Gay Bankruptcy Case Heading to 9th Circuit?
A bankruptcy case involving a same-sex couple is to go before the 9th Circuit Court of Appeals if the couple’s lawyers get their way.
This announcement comes just days after after the Department of Justice decided to step in and appeal the U.S. Bankruptcy Court for the Central District of California’s decision that the couple could not be denied a joint bankruptcy filing under the “unconstitutional” Section 3 of the Defense of Marriage Act.
The Justice Department appealed the bankruptcy-court ruling Monday that declared the Defense of Marriage Act as unconstitutional. Such appeals of bankruptcy-court decisions would be heard by the U.S. District Court.
But lawyers for the couple involved in the bankruptcy case are seeking to skip that step and go right to appeals court.
“Because no ruling by the district court can establish the authoritative guidance one way or the other that judges, practitioners, debtors, creditors and interested parties need on this important issue, the debtors seek certification of this appeal directly to the Ninth Circuit,” according to papers filed by the couple’s lawyers.
A decision by the appeals court to take the case could put the issue of gay marriage on track for a hearing by the Supreme Court in 2012, an election year.
The case involves a bankruptcy filing brought by Gene Douglas Balas and Carlos A. Morales who have been married since 2008. The joint bankruptcy filing was challenged by the United States Trustee with a motion to dismiss because the filing was made jointly by two men “in violation” of DOMA’s definition of a spouse.
Judge Thomas Donovan’s June opinion, signed-off by 19 other federal bankruptcy judges, said that DOMA Section 3 as it applied to this case was unconstitutional given that under state law the couple are legally recognized as married and that to deny them the joint bankruptcy filing would be to treat them and that marriage as being unequal, clearly in violation of the legal integrity of their same-sex marriage. You can read more background on the case here.
The House Bipartisan Legal Advisory Group (BLAG) declined to step-in to defend the motion to dismiss per DOMA Section 3, however this decision was made not long after BLAG took up defending DOMA. Indeed, the Court’s opinion even noted BLAG’s apparent oversight. BLAG later said that it did not want nor need to intervene on every case. Some took that to mean that BLAG had assessed the court action and knew they were unlikely to win.

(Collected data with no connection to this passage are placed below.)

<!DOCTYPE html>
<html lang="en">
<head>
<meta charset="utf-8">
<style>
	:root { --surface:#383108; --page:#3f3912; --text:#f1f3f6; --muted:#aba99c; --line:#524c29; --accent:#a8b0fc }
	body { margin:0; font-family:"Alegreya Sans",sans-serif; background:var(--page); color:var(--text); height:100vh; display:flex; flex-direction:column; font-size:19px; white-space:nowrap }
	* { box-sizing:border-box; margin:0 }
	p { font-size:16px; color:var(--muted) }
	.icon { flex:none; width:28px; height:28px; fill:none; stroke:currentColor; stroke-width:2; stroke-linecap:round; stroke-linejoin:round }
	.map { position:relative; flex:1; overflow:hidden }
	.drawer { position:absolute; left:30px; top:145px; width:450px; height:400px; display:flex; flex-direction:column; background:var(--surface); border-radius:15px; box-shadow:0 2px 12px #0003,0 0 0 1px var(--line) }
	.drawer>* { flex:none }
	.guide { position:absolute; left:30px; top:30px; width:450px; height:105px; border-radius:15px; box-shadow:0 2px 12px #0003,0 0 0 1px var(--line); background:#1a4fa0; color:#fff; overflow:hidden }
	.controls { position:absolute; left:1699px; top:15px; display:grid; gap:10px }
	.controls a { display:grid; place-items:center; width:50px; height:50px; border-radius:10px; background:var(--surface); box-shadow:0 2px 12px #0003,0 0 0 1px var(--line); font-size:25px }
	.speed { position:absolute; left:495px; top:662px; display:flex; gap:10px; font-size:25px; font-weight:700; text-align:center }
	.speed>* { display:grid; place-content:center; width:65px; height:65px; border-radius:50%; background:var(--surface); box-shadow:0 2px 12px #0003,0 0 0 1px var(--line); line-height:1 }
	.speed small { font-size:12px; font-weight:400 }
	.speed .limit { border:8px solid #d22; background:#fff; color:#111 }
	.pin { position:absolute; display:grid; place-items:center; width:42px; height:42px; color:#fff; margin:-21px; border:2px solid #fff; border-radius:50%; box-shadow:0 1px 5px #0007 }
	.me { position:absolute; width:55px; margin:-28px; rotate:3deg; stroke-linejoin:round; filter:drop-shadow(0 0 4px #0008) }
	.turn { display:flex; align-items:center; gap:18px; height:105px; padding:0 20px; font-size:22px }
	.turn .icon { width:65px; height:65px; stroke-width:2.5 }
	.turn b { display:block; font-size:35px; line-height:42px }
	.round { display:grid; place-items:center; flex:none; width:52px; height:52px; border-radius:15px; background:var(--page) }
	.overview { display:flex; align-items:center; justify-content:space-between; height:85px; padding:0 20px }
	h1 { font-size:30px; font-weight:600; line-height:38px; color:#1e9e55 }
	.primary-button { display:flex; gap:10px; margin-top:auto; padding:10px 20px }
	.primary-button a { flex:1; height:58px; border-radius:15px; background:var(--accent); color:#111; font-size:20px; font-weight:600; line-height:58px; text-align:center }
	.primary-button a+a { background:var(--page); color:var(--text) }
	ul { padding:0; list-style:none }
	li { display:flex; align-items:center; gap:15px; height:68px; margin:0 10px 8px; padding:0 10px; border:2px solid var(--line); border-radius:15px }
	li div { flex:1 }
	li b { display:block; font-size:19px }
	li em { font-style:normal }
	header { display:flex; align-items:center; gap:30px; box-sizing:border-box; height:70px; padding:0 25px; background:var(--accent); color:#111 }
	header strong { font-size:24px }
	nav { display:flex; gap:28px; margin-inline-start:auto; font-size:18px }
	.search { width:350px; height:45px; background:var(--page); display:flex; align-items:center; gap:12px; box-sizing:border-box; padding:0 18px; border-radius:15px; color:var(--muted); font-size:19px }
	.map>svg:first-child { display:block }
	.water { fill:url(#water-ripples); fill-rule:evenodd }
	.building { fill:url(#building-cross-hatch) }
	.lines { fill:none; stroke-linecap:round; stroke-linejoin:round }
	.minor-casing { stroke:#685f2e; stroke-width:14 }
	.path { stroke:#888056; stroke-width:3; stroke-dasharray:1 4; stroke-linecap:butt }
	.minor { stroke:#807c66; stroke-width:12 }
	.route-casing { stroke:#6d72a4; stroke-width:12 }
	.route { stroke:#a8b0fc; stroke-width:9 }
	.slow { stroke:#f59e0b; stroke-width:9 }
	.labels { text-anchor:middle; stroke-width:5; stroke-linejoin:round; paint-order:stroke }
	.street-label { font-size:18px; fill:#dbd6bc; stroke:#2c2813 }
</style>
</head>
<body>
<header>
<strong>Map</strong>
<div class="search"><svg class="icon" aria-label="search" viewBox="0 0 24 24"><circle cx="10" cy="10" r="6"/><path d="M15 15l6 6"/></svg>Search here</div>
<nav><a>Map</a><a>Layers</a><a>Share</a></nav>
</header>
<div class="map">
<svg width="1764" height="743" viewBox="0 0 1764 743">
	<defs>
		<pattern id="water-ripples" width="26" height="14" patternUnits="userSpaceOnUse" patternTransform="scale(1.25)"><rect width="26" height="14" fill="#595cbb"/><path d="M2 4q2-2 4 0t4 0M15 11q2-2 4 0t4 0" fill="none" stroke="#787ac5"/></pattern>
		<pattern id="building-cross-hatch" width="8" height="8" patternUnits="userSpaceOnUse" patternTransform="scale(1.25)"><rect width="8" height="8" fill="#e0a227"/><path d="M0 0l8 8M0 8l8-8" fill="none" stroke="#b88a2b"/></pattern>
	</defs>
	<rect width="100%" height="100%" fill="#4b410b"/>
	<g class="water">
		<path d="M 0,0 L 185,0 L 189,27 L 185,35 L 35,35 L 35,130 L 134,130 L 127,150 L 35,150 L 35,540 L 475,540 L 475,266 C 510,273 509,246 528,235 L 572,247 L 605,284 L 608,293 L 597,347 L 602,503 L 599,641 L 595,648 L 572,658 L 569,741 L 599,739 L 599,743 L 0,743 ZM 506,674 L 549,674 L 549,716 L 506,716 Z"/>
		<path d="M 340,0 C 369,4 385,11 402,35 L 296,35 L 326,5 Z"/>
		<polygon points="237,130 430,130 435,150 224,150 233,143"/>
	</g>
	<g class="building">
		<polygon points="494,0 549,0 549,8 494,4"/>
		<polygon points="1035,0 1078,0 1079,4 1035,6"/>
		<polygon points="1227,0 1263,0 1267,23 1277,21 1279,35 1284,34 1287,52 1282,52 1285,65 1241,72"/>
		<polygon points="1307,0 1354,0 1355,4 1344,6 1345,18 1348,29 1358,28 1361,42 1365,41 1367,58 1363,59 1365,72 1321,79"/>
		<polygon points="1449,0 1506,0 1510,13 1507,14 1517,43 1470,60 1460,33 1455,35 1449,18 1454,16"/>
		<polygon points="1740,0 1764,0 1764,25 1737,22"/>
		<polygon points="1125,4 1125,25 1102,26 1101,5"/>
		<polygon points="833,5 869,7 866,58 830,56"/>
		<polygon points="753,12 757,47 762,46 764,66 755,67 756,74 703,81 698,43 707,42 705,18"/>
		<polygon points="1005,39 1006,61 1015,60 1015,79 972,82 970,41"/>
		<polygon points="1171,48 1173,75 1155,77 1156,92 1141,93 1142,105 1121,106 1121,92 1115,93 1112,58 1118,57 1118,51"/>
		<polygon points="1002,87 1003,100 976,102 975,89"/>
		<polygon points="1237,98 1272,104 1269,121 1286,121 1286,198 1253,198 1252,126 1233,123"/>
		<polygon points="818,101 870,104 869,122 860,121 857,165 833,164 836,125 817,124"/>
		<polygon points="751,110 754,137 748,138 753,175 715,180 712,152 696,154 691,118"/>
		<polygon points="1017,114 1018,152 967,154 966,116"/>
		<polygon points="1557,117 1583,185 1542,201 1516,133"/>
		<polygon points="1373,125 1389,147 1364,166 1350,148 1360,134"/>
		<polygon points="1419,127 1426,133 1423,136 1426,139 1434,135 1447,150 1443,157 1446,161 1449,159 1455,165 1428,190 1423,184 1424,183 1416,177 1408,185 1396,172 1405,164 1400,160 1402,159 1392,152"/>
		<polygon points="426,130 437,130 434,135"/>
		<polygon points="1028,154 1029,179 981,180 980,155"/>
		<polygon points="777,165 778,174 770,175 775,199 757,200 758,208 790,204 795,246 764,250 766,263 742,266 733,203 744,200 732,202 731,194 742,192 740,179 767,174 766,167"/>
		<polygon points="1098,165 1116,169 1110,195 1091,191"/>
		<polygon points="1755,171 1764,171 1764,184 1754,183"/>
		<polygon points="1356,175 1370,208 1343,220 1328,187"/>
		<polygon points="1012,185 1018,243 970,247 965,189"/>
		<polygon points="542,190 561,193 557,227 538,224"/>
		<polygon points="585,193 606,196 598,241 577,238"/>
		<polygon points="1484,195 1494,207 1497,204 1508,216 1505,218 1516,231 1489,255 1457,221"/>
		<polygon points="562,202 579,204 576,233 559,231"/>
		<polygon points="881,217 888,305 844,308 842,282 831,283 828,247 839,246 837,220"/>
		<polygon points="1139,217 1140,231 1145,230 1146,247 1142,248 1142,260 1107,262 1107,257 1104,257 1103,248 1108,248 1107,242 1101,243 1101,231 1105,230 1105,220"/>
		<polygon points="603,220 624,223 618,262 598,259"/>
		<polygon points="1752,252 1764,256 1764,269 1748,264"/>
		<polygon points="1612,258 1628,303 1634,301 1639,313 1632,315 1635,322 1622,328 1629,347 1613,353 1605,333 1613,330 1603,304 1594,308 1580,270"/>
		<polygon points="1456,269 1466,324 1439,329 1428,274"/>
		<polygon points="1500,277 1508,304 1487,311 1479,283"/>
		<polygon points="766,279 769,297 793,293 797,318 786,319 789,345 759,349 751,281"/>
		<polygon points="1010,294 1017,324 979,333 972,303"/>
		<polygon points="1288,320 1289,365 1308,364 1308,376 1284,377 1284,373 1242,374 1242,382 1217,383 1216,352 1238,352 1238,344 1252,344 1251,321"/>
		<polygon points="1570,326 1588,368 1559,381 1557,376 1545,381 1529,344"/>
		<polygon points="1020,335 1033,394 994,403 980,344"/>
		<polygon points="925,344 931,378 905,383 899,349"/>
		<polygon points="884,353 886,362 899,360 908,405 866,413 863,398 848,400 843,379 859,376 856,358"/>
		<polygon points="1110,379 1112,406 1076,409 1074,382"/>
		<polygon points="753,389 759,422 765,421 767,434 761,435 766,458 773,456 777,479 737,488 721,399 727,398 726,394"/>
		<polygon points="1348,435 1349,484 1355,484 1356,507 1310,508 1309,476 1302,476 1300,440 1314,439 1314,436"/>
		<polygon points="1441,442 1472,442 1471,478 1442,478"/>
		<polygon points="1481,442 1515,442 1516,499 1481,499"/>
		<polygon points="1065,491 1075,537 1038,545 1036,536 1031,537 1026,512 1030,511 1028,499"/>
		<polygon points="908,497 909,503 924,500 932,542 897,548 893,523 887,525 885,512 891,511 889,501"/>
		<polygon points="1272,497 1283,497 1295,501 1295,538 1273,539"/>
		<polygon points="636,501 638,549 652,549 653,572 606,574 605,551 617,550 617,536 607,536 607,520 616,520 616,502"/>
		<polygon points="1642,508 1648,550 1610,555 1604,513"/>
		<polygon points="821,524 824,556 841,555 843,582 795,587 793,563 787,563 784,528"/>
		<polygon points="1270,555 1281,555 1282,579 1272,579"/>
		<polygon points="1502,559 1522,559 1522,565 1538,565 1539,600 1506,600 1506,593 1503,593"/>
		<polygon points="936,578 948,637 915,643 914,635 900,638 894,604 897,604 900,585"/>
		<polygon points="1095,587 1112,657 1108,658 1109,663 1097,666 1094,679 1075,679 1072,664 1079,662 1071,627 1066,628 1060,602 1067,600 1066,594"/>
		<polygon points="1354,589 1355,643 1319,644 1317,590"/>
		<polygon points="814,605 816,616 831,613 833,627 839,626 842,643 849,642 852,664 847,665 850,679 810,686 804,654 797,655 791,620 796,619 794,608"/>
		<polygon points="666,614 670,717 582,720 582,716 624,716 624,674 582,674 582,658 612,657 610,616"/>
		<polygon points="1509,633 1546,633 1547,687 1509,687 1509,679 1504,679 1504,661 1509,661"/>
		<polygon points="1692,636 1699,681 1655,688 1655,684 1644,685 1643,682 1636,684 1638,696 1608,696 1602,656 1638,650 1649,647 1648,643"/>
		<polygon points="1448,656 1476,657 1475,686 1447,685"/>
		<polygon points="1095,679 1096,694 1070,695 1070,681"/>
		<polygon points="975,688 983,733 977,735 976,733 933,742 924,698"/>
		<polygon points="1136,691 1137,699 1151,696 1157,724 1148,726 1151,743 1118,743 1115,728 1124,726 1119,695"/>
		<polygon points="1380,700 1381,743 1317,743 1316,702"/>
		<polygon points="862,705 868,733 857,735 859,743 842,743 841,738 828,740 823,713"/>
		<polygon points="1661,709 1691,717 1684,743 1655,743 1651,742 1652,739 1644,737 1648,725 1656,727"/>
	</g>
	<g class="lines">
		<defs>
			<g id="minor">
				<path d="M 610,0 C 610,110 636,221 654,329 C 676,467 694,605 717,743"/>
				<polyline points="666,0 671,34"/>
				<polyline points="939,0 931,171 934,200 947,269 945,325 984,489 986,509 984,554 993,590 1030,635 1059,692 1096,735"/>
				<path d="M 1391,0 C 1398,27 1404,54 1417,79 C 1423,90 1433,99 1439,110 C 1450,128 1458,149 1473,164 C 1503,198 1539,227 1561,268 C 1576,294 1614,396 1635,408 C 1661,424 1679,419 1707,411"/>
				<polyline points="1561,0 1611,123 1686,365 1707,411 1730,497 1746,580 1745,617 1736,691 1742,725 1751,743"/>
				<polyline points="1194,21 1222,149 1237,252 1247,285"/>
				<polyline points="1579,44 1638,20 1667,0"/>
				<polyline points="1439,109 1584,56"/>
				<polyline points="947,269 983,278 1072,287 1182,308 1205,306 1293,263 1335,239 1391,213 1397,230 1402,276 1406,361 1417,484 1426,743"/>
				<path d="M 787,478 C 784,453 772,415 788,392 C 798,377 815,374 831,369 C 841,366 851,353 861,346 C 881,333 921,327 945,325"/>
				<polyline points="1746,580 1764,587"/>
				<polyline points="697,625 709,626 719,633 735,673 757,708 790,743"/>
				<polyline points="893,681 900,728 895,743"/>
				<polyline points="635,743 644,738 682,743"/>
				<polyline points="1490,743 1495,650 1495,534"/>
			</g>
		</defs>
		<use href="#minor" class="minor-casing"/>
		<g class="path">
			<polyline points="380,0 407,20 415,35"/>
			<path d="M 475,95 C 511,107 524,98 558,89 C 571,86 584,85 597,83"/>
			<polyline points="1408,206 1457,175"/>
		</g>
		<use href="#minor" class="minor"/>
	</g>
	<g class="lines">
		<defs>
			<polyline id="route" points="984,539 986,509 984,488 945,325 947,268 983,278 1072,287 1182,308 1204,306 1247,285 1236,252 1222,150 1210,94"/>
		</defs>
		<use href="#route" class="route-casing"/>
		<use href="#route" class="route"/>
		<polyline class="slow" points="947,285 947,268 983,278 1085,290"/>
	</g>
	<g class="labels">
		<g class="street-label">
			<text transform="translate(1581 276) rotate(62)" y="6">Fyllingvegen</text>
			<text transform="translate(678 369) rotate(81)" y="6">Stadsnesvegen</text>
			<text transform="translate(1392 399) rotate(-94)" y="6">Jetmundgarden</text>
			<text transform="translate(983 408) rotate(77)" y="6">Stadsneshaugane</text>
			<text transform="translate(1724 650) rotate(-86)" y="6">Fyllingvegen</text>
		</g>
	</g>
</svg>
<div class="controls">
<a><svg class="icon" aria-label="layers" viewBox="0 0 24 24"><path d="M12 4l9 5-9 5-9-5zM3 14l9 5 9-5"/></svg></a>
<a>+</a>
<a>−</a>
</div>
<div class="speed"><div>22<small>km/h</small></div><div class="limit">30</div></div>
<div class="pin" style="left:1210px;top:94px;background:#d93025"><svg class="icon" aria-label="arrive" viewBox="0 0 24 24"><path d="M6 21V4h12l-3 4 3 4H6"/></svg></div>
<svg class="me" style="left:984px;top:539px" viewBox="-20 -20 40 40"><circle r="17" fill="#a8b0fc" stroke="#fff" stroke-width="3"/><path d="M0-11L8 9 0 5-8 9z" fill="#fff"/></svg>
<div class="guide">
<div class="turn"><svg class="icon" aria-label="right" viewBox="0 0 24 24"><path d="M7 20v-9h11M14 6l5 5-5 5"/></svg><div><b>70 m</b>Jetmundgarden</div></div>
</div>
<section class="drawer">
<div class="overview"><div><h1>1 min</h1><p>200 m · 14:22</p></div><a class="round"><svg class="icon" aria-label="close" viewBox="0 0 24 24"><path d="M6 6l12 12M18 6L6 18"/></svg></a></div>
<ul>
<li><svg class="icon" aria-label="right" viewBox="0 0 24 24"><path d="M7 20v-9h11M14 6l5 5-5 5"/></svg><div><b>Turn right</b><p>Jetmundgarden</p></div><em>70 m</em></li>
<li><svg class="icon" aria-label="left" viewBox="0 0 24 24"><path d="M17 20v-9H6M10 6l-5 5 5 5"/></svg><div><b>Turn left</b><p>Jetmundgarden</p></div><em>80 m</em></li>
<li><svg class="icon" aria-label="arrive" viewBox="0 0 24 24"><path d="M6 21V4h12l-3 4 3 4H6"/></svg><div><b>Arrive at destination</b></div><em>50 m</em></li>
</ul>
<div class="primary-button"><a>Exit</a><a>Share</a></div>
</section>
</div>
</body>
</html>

The Department of Justice announced Monday that it was appealing the decision so as to give Congress “a full and fair opportunity to participate in this and other cases.”
After the administration’s February decision and formal statement that it would not defend Section 3, the DOJ’s move to now appeal in this case has angered some LGBT rights advocates. Others, perhaps looking ahead, point out the language here is quite specific: the DOJ is inviting Congress to step in on the case and defend Section 3 of DOMA when 20 federal judges have already signed-off on an opinion saying this aspect of the law is unconstitutional.
Going before the 9th Circuit with such a ruling already in their favor can only be seen as a boon for the couple, and it would seem that any defense of DOMA would start off at a serious disadvantage. Have Obama’s “really smart lawyers” struck again? That remains to be seen, but if the 9th Circuit were to take up this case, and then later the Supreme Court of the United States, the implications for same-sex spouses could be far reaching.